Trustee Diane Sciba Villarreal said during a budget workshop this week that she was in a “waking nightmare” reviewing the possibility of falling below that threshold, risking intervention by the state and more severe cuts.
“If we don’t start getting real … and actually looking at going line item by line item by line item and really figuring out what we can live with and what we can’t, we are going to drive this bus over the cliff,” she said. “And I also don’t want to be the cause of having to have massive layoffs because we all feel so sorry for everybody.”
The district has already been making cuts to reckon with declining enrollment and the lack of additional funding from the state since 2019.
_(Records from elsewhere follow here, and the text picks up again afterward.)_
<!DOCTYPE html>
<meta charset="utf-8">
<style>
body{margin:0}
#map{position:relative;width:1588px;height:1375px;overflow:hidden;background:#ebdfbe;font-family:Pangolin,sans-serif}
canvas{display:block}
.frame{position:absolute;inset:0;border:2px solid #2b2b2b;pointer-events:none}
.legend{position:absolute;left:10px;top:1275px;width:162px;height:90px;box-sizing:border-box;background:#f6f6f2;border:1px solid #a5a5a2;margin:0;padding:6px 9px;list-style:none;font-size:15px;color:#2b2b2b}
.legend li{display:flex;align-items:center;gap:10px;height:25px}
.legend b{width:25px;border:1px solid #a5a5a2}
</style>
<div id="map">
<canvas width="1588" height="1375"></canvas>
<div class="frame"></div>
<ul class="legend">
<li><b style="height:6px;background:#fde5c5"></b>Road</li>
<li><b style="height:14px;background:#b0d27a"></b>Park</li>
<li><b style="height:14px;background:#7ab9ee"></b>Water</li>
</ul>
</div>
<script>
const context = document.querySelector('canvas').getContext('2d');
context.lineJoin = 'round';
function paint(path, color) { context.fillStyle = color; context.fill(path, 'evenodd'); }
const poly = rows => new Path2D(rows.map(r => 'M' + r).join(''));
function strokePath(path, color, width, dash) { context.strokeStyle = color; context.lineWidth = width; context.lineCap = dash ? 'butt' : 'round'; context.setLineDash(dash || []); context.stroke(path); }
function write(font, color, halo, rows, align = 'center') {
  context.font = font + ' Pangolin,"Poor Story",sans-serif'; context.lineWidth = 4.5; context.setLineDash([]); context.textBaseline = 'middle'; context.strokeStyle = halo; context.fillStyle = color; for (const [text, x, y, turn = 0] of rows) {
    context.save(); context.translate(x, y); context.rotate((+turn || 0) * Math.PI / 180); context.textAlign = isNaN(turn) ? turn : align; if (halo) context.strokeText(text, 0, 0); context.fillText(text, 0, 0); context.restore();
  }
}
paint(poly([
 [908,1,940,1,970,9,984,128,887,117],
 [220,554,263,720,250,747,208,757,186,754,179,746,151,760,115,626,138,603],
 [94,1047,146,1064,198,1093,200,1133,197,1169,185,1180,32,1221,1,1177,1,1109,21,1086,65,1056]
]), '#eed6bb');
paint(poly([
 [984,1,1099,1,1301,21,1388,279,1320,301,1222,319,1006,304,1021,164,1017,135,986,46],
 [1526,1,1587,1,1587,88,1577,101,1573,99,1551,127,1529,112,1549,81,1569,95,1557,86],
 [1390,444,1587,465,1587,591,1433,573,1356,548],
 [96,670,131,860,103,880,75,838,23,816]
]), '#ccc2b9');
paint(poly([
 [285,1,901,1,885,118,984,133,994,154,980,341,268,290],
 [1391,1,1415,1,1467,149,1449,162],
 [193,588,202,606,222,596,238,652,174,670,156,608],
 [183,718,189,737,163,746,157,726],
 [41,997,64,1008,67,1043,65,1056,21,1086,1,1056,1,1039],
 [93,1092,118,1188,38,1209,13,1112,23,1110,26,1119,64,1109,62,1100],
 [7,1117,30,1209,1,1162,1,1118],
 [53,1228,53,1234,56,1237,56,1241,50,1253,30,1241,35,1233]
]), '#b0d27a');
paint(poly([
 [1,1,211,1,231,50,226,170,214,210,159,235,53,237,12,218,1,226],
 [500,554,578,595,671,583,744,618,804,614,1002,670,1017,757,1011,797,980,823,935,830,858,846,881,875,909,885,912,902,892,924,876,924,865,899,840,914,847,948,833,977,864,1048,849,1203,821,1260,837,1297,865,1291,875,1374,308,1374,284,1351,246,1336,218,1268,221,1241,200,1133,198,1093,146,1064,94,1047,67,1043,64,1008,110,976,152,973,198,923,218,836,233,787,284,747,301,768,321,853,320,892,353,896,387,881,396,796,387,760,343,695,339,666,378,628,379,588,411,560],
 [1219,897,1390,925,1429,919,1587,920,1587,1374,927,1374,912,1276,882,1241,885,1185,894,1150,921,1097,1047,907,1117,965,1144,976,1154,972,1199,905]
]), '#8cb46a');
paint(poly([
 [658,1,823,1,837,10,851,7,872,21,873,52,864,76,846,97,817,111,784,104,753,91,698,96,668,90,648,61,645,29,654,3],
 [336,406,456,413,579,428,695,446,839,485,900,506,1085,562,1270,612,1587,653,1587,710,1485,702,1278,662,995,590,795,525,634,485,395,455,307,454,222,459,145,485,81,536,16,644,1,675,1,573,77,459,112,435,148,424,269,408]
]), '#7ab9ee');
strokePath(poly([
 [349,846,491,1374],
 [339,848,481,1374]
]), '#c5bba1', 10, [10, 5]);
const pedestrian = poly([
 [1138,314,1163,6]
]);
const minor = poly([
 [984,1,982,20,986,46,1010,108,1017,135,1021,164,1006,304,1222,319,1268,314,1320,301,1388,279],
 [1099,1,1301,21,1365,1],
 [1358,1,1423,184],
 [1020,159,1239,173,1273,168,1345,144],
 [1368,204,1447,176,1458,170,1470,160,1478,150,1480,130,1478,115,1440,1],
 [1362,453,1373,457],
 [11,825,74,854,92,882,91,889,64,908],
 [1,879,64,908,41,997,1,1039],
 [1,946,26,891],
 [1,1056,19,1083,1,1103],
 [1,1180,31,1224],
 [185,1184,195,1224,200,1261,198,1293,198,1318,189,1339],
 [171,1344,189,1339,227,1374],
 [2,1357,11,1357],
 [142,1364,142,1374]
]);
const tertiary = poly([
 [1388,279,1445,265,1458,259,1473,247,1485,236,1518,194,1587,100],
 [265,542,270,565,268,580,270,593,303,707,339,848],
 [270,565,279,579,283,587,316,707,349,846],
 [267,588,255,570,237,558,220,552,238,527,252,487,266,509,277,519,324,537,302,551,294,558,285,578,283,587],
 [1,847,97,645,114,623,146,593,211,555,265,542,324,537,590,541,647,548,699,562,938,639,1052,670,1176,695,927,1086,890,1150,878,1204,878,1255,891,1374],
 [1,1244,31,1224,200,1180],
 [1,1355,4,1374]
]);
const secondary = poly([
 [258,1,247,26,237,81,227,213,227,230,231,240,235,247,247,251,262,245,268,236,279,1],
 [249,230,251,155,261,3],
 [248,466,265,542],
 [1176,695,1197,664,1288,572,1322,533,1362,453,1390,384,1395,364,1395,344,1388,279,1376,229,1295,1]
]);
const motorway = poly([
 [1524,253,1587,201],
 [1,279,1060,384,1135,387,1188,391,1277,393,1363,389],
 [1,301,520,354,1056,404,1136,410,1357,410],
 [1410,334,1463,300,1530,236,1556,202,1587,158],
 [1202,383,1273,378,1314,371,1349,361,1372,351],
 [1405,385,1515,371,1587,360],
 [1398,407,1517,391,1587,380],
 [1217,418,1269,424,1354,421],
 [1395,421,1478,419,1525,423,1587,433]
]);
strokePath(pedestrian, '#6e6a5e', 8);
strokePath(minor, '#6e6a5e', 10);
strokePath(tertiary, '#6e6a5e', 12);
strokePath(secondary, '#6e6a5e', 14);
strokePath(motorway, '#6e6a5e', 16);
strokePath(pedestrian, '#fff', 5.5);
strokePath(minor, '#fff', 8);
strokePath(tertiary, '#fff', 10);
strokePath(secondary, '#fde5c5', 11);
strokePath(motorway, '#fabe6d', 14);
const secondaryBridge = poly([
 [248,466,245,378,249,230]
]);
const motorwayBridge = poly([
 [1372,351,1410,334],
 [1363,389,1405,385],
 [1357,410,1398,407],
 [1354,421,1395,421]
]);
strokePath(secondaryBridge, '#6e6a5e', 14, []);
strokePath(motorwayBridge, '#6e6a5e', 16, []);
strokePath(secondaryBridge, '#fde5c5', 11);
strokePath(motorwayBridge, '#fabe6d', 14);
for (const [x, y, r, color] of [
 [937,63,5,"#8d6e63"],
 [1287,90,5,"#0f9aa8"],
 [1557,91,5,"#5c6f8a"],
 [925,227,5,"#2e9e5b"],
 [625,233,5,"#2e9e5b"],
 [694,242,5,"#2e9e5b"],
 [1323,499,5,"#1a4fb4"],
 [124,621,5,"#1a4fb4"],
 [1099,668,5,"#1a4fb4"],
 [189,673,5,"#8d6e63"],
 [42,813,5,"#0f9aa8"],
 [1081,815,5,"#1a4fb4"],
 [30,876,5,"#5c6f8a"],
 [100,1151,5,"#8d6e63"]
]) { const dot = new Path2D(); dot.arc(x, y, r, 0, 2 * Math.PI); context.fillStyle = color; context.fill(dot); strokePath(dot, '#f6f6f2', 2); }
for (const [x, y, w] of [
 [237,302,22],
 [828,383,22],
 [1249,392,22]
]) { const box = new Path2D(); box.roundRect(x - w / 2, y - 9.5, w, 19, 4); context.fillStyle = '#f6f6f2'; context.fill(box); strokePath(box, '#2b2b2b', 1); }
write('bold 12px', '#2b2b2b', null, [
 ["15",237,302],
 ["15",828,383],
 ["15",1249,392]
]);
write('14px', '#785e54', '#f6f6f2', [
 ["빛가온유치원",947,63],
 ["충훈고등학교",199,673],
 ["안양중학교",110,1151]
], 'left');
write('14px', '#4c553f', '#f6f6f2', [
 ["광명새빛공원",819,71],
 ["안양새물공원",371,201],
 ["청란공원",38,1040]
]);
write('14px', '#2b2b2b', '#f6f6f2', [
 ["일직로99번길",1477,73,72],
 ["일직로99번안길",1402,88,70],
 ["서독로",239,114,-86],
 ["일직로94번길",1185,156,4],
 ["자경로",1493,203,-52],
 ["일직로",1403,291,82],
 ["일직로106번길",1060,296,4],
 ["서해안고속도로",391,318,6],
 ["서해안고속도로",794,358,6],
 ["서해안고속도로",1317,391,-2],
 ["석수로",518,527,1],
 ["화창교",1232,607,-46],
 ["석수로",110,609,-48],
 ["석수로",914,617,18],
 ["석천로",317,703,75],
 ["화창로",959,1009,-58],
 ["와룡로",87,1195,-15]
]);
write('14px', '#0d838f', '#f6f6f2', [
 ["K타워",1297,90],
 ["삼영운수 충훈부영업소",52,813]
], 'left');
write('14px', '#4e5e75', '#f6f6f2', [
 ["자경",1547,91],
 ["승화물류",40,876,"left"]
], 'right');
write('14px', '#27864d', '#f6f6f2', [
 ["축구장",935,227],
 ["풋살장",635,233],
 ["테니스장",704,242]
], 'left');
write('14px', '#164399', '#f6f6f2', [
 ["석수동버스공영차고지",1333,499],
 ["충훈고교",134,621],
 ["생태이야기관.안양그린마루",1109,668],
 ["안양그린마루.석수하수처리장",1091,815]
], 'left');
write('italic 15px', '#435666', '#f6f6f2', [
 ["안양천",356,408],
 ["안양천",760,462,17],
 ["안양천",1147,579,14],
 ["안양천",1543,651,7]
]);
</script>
Shortly after approving the raises last year, NEISD district officials said the increase would need to be offset by “cost savings throughout the district over the next several years.”
The district committed to finding ways to save $10 million each year for the next three years in order to offset the deficit estimated to be more than $39 million generated as a result of the raise, Maika told board members last year.
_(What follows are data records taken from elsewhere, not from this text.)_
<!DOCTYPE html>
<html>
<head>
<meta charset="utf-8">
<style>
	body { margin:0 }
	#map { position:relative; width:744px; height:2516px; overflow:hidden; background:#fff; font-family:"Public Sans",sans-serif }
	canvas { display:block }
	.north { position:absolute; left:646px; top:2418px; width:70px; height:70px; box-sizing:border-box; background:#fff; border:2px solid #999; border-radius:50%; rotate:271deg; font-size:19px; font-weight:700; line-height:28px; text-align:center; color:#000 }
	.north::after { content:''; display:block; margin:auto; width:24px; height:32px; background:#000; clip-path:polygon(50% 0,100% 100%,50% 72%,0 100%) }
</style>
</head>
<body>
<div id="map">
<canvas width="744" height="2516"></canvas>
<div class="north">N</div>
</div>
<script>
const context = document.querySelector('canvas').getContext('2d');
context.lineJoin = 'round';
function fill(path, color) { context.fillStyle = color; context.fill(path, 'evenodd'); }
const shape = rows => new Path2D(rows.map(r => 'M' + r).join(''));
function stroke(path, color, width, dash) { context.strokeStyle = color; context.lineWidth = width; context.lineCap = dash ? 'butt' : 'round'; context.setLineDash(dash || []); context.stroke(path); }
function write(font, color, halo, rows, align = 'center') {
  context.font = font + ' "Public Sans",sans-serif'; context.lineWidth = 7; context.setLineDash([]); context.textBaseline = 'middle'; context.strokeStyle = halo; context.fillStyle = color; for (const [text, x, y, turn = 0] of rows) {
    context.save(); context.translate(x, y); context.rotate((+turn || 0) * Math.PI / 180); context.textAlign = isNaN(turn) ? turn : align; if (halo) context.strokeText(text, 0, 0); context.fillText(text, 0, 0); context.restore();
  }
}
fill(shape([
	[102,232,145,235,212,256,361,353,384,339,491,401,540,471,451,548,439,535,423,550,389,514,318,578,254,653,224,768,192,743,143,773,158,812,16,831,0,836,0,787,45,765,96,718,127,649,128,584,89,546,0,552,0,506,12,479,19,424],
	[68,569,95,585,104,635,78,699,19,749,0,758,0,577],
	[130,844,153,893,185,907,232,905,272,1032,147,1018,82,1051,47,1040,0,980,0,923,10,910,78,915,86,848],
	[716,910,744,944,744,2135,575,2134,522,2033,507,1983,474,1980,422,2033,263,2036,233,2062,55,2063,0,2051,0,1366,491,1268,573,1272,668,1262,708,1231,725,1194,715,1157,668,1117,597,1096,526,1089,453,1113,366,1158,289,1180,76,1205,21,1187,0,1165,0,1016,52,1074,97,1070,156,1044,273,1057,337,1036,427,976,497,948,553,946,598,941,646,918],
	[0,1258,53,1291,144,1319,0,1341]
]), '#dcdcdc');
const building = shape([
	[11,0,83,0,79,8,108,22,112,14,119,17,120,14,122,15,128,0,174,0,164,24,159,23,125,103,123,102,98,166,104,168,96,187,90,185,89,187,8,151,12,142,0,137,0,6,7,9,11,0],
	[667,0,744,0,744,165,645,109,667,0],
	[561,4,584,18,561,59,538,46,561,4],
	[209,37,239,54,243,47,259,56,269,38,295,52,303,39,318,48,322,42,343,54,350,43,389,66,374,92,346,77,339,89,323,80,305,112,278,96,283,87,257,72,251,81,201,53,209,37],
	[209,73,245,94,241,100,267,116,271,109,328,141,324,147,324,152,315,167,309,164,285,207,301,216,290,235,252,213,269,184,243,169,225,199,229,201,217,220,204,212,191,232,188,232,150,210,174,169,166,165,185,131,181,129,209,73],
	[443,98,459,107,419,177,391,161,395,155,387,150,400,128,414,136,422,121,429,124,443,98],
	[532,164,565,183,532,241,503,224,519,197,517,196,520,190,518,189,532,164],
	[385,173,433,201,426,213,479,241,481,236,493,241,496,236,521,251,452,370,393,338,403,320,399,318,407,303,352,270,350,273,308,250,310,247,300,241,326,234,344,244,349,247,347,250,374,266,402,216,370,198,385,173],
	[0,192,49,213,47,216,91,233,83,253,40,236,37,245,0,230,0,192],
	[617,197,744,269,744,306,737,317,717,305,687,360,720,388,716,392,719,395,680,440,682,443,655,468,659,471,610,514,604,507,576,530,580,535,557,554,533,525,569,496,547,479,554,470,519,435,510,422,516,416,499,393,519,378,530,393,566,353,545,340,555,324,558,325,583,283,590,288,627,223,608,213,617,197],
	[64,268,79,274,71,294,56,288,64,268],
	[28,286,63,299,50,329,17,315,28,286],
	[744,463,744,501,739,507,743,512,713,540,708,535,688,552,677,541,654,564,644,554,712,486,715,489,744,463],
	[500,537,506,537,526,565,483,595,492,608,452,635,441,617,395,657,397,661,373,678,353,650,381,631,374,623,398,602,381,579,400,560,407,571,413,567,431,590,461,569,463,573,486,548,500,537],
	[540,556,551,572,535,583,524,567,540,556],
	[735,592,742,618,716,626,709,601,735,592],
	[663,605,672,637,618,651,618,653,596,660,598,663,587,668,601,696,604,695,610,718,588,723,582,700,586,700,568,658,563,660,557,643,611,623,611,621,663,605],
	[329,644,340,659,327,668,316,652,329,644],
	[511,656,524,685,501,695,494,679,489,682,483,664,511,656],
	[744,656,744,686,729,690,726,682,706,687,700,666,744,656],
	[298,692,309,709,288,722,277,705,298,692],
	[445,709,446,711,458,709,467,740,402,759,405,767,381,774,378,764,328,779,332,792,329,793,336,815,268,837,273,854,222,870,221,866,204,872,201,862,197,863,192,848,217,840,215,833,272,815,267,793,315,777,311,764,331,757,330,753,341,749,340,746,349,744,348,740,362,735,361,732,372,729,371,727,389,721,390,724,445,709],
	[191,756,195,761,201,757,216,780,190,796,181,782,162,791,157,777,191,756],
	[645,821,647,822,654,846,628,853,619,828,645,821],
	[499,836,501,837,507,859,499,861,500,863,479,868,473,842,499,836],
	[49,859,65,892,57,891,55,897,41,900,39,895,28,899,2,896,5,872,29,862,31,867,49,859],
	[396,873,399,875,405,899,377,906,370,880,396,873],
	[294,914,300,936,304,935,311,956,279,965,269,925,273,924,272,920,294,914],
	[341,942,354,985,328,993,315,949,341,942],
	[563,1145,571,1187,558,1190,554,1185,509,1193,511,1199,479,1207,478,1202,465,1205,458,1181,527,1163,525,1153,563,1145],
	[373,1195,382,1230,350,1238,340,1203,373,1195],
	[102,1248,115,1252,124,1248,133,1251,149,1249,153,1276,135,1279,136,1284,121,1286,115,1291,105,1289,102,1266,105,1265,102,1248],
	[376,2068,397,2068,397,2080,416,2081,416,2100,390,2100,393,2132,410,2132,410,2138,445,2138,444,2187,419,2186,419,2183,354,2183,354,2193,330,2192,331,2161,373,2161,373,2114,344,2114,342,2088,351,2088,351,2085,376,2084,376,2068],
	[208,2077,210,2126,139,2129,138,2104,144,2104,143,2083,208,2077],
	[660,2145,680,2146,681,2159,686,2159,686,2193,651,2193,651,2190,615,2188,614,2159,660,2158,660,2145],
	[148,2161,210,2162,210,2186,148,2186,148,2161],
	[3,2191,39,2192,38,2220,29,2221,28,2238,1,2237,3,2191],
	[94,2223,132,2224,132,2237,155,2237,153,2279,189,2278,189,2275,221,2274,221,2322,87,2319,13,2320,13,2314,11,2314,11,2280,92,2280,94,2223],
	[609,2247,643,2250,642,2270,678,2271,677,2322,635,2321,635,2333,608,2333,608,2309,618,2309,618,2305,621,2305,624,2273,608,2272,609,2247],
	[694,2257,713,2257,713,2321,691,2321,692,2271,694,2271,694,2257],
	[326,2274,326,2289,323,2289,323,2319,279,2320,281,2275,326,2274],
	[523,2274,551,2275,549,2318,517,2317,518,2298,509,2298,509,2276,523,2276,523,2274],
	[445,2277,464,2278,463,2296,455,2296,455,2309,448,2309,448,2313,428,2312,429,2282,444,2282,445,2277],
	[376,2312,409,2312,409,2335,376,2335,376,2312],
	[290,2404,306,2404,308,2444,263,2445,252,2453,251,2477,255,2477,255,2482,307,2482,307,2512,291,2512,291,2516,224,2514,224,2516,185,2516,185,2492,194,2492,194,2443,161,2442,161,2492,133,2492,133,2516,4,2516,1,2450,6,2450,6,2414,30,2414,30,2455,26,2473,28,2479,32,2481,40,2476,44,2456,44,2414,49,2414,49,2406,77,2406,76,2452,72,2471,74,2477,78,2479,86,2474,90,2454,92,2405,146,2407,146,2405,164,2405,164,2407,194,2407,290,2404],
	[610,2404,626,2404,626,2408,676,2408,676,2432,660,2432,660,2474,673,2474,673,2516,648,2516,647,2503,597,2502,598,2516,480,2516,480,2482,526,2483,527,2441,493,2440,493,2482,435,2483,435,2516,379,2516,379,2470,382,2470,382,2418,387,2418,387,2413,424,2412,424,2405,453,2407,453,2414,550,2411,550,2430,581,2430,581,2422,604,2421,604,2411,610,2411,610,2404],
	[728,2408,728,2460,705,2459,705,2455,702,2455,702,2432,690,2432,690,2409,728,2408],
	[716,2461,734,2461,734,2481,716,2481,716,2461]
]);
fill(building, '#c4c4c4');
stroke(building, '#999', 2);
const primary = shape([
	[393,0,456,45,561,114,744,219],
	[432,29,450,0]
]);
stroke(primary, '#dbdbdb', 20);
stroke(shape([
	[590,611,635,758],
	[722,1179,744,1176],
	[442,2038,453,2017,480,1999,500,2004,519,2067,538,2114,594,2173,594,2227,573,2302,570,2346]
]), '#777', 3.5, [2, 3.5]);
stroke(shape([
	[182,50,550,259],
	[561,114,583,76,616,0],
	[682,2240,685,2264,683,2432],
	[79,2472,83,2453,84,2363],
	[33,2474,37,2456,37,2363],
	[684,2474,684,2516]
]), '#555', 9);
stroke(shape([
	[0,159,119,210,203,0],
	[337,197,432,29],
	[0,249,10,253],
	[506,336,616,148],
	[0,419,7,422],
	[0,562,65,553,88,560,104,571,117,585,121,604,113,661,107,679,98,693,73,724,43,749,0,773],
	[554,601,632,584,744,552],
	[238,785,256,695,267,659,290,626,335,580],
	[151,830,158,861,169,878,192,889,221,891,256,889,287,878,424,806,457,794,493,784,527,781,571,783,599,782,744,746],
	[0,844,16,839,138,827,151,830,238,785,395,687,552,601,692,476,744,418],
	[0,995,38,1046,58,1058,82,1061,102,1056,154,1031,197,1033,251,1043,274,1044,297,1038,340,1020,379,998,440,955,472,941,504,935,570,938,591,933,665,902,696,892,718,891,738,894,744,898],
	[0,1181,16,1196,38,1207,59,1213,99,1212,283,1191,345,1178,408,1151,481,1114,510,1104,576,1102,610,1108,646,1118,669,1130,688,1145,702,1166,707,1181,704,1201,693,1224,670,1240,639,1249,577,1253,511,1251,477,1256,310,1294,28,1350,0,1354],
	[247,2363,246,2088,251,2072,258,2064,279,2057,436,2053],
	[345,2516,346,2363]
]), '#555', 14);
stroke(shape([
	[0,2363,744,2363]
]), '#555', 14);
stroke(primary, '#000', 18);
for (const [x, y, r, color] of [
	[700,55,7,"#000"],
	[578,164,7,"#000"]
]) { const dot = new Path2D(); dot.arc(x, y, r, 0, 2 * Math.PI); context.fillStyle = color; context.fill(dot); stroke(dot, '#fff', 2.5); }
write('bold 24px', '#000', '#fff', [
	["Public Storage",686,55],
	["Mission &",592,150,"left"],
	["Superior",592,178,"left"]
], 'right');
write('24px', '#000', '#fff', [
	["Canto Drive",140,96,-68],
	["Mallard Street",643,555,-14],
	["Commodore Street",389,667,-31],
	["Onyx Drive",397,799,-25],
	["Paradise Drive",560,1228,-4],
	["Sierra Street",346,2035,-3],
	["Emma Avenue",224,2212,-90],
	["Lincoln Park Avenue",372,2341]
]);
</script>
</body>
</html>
Some of those savings have been realized through reductions in both classroom and central office staff, although further increases in pay could eat into those savings.
Since 2020, 68 positions worth $4.8 million have been cut from central office and other non-campus positions, and 140 campus-level positions have been cut, translating to $8 million in savings. The district which serves around 59,400 students, is left with 1,375 central office and other non-campus staff, and 6,970 teachers and other campus-level staff.
And with a deficit of around $38 million remaining, the need for savings is still pressing, district officials said.
The proposed 1% retention bonus would cost around $4 million, while a 1% raise would cost $4.3 million. The bonus would translate to around $600 a year, or $50 a month. The district also recommended absorbing increasing health insurance premiums to not cut into employees’ pay, costing an additional $1.5 million.
Despite the higher cost of the raise proposal, some of the trustees on the board, including newcomers Terri Chidgey and Tracie Shelton, advocated for the district to provide raises instead of retention bonuses.
“Our teachers put in a lot of [their] life and then they retire and their salary gets stagnant,” Chidgey said, adding that a bonus doesn’t benefit the funding formula for their retirement plans.
Some form of raise or retention bonus has been given every year since 2013, except for the 2017-2018 school year, when the district faced a similar financial situation.
“The legislature hadn’t provided any additional funding during the legislative session, and we were looking at a declining fund balance in our projections,” district spokeswoman Aubrey Chancellor said.
The most recent discussion comes days after the Northside Independent School District board of trustees approved a 2% mid-point raise as well as a retention stipend.
Superintendent Sean Maika said the discussion shouldn’t come as a surprise after last year’s raise, referencing a conversation he had with a community member who thanked him for recommending the raises at the time.
“I said I’m hopeful you’re grateful next year when we start making the cuts because that’s what it’s going to take because we don’t have more revenue,” he said. “We just wish we did.”
With another legislative session coming in 2025, there is some possibility of more funding coming from the state, but Maika and the trustees agreed they couldn’t count on that happening.
The superintendent said he would carry out whatever the board was comfortable with, but pointed at the forecast as a warning for the consequence of inaction.
“At some point … the chickens have to come back to roost,” he said. “Next year it is not bad, but 2026-27, folks, if you don’t keep your eye on that, that is real bad.”